The expansion of the Save for College program, called “Baby Bonds,” is led by non-profit NYC Kids Rise. It’s a scholarship and savings program designed to make college and career training more accessible for all NYC public school students regardless of family income or immigration status, according to its website.
Through the program, unless their parent or guardian opts out, every kindergarten student enrolled in a New York City public school automatically receives an NYC Scholarship Account. This account is invested in a 529 plan with a $100 initial deposit from NYC Kids RISE. Families can also open and connect their own college savings account through the online platform.

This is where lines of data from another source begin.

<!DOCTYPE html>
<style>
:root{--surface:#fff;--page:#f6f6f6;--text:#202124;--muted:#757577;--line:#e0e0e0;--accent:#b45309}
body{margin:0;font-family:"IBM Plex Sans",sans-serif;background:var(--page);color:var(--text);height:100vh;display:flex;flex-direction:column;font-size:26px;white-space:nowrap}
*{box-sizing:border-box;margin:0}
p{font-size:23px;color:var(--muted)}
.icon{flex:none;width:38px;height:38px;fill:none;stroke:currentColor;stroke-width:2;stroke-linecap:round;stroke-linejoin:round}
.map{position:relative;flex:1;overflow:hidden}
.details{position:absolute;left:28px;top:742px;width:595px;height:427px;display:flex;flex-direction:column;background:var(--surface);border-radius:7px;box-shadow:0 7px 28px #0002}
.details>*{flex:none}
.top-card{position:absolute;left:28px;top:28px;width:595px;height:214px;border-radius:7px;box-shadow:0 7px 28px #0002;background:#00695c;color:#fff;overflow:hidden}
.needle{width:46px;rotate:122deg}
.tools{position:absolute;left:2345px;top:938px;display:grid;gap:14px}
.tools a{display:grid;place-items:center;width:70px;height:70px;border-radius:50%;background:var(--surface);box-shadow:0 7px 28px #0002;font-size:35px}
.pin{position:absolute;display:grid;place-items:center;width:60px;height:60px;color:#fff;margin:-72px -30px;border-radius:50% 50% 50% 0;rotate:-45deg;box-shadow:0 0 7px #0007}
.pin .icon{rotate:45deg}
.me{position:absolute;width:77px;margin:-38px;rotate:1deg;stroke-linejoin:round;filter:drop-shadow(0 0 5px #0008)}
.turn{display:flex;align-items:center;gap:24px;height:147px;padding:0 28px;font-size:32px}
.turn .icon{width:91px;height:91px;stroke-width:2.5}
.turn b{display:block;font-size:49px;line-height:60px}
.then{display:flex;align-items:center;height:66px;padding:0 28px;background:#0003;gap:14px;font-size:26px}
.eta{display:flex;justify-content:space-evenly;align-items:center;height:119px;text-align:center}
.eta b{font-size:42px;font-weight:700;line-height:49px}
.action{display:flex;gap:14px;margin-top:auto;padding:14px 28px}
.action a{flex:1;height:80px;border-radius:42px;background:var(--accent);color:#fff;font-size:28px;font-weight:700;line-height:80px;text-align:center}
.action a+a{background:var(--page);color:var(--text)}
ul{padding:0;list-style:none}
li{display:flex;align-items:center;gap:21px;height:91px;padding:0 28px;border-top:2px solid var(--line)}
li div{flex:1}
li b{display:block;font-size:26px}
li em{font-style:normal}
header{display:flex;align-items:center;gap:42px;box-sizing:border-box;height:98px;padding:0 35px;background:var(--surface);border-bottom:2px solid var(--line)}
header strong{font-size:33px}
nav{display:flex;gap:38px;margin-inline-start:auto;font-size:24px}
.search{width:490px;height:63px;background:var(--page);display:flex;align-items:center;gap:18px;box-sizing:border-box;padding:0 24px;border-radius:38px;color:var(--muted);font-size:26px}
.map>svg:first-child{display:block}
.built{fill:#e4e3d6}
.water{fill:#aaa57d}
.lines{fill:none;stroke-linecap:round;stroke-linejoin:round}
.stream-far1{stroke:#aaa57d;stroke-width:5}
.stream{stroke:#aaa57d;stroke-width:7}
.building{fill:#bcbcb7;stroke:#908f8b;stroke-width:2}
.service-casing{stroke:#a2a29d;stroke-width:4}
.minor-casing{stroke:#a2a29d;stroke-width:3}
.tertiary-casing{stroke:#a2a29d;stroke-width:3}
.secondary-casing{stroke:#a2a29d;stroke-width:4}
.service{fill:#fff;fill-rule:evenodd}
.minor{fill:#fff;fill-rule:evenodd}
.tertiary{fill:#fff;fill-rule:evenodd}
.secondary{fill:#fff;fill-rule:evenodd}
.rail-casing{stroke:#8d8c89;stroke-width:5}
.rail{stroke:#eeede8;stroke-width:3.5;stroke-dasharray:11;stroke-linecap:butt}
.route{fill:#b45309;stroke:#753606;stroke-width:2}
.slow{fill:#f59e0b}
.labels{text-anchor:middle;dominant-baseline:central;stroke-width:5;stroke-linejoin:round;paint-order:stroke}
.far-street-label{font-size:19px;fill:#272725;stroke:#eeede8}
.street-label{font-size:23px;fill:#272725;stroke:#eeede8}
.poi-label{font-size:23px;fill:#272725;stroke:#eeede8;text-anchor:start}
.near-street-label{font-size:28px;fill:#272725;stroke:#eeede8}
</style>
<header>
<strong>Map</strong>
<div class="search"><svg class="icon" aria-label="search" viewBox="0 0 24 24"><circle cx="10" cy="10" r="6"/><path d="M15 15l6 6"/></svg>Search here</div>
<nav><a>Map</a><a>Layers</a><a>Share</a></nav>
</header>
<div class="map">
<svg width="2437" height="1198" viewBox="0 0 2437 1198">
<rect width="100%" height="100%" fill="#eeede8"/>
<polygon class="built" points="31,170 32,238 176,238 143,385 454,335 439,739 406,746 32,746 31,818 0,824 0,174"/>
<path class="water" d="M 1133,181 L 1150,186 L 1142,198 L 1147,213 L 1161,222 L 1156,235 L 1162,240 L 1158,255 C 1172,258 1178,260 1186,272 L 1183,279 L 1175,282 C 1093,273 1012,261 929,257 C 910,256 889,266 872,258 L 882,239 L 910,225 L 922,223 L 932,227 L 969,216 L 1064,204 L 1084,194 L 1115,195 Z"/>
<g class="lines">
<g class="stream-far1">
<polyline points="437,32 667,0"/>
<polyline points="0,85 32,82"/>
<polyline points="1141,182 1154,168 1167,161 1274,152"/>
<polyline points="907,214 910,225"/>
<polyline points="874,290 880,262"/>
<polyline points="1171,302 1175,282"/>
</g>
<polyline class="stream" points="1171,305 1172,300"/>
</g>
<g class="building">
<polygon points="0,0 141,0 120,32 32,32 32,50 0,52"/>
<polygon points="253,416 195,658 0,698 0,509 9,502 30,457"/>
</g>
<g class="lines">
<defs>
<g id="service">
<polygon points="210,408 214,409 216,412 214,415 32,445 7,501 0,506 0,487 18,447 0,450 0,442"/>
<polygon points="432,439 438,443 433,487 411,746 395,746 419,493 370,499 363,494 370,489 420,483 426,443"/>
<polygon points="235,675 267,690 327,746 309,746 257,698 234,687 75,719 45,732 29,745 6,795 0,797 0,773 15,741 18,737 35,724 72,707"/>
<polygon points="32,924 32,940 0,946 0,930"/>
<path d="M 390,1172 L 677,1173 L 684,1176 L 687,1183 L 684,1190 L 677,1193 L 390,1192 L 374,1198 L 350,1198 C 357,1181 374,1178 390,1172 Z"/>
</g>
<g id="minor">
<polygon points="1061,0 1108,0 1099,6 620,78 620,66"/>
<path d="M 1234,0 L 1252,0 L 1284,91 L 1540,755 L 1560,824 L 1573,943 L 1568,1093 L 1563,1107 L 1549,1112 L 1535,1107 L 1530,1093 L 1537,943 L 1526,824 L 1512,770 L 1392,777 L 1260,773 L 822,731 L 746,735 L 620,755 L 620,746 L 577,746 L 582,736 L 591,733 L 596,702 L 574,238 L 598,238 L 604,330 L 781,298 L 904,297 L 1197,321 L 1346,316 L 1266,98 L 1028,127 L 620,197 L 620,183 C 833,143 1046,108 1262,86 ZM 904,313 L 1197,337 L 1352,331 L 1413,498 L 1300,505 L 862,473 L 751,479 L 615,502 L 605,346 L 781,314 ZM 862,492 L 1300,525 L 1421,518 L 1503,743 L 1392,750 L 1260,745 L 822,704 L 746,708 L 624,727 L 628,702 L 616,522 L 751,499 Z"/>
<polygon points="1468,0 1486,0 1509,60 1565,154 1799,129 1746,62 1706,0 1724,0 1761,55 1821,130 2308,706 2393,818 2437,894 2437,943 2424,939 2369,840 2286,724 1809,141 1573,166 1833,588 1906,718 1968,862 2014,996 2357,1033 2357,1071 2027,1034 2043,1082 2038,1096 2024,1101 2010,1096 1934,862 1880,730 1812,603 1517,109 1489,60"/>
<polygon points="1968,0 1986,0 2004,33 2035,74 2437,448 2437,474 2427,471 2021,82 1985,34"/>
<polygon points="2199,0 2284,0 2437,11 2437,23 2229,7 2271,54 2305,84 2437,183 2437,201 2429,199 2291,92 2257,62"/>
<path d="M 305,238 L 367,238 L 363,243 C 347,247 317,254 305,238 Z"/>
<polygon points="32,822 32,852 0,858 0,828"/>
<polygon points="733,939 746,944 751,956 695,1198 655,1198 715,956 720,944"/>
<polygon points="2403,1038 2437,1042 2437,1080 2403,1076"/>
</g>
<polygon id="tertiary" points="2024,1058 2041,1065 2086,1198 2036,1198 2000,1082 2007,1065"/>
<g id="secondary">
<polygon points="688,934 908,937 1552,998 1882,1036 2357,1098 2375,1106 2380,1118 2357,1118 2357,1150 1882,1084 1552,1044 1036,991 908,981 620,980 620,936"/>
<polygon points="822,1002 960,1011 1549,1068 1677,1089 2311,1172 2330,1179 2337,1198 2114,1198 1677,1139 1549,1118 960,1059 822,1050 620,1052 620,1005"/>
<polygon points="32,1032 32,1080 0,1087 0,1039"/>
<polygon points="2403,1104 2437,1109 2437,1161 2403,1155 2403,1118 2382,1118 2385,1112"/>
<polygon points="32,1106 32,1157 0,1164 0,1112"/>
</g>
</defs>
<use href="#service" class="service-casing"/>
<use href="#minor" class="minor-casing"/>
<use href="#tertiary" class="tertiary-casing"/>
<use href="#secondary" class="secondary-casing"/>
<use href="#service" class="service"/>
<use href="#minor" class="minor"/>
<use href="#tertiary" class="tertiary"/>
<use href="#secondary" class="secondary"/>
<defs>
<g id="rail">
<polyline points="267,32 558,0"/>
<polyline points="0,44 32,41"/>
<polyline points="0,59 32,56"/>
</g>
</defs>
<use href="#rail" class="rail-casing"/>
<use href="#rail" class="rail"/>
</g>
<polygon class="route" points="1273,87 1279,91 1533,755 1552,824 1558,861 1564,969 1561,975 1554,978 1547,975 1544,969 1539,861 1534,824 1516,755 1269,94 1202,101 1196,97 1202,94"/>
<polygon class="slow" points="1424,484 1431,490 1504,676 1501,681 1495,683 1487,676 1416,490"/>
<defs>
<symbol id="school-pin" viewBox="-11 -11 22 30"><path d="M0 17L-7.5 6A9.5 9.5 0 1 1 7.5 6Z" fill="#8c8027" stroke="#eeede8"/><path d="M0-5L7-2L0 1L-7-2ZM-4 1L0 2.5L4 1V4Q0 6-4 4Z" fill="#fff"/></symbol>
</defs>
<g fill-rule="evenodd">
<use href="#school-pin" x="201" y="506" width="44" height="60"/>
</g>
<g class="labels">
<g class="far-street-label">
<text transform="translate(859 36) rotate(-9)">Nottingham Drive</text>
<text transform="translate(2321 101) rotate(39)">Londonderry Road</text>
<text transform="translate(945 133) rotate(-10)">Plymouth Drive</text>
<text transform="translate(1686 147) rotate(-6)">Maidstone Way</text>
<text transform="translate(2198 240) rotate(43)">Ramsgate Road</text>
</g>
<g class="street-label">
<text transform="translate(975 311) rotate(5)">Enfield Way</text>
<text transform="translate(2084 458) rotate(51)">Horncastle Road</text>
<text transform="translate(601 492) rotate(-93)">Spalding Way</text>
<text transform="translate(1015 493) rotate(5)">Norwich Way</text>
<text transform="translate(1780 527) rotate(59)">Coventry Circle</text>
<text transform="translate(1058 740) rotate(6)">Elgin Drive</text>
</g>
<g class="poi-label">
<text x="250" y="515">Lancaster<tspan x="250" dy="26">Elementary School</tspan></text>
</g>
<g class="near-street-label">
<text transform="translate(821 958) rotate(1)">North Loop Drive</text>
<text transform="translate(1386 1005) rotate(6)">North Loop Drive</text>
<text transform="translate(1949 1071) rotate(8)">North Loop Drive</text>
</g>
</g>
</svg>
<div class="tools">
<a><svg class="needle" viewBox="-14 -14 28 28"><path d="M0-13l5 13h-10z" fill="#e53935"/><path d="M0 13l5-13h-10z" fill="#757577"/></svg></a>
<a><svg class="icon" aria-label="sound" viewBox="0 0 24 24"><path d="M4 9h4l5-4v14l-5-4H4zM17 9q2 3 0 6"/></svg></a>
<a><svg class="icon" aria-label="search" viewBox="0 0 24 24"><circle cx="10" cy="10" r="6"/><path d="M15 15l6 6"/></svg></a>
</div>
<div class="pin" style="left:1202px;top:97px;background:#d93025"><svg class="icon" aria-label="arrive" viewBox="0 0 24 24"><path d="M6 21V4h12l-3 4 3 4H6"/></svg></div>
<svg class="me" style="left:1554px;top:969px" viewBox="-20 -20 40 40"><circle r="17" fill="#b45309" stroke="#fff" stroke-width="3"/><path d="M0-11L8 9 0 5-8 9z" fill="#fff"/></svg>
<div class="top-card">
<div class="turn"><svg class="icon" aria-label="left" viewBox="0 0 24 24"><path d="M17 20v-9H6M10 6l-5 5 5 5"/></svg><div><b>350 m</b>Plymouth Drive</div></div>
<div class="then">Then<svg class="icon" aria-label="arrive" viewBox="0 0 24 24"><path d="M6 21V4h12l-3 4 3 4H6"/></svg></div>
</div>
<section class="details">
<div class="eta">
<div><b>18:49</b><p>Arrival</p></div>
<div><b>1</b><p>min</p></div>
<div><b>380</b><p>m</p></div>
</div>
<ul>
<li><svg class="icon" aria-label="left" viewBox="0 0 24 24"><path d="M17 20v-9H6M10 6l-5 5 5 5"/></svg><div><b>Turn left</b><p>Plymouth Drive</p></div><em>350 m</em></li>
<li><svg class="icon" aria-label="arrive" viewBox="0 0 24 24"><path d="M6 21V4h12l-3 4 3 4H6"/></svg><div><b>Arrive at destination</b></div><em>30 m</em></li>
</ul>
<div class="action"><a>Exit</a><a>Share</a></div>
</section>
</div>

“For New York to come back stronger than before the pandemic, we must address the widening wealth gap that holds so many kids back from opportunities,” Mayor Bill de Blasio said last week, speaking at an event announcing the program’s expansion. “This historic investment in our children’s futures will pay dividends for generations to come, helping us build a just recovery for all.”
According to NYC Kids Rise, research shows that children with even a small savings account of $1 to $500 are three times more likely to enroll in college and more than four times more likely to graduate, and children who attend college earn a significantly higher salary over their lifetimes and are less likely to be unemployed.
“@NYCKidsRISE is going city-wide! Starting this year, ALL @nycschools kindergarten students will automatically receive an NYC Scholarship Account, regardless of family income or immigration status,” the not-for-profit tweeted last week.
The program, started in 2017 in School District 30 in Queens, will reach roughly 70,000 kindergarteners citywide, up from over 13,000 students already participating in the program across School District 30 which represent 95% of all eligible kindergarten, first-, second, and third-graders, according to a statement from the mayor’s office.
The expansion of the program, “which NYC Kids RISE launched in partnership with the Department of Education (DOE) and the City with funding support from the Gray Foundation in 2017, signifies an investment in the financial and social resiliency of NYC’s families and neighborhoods, and it provides a new way to drive financial assets towards communities that have been systematically excluded from wealth-building opportunities,” according to the statement.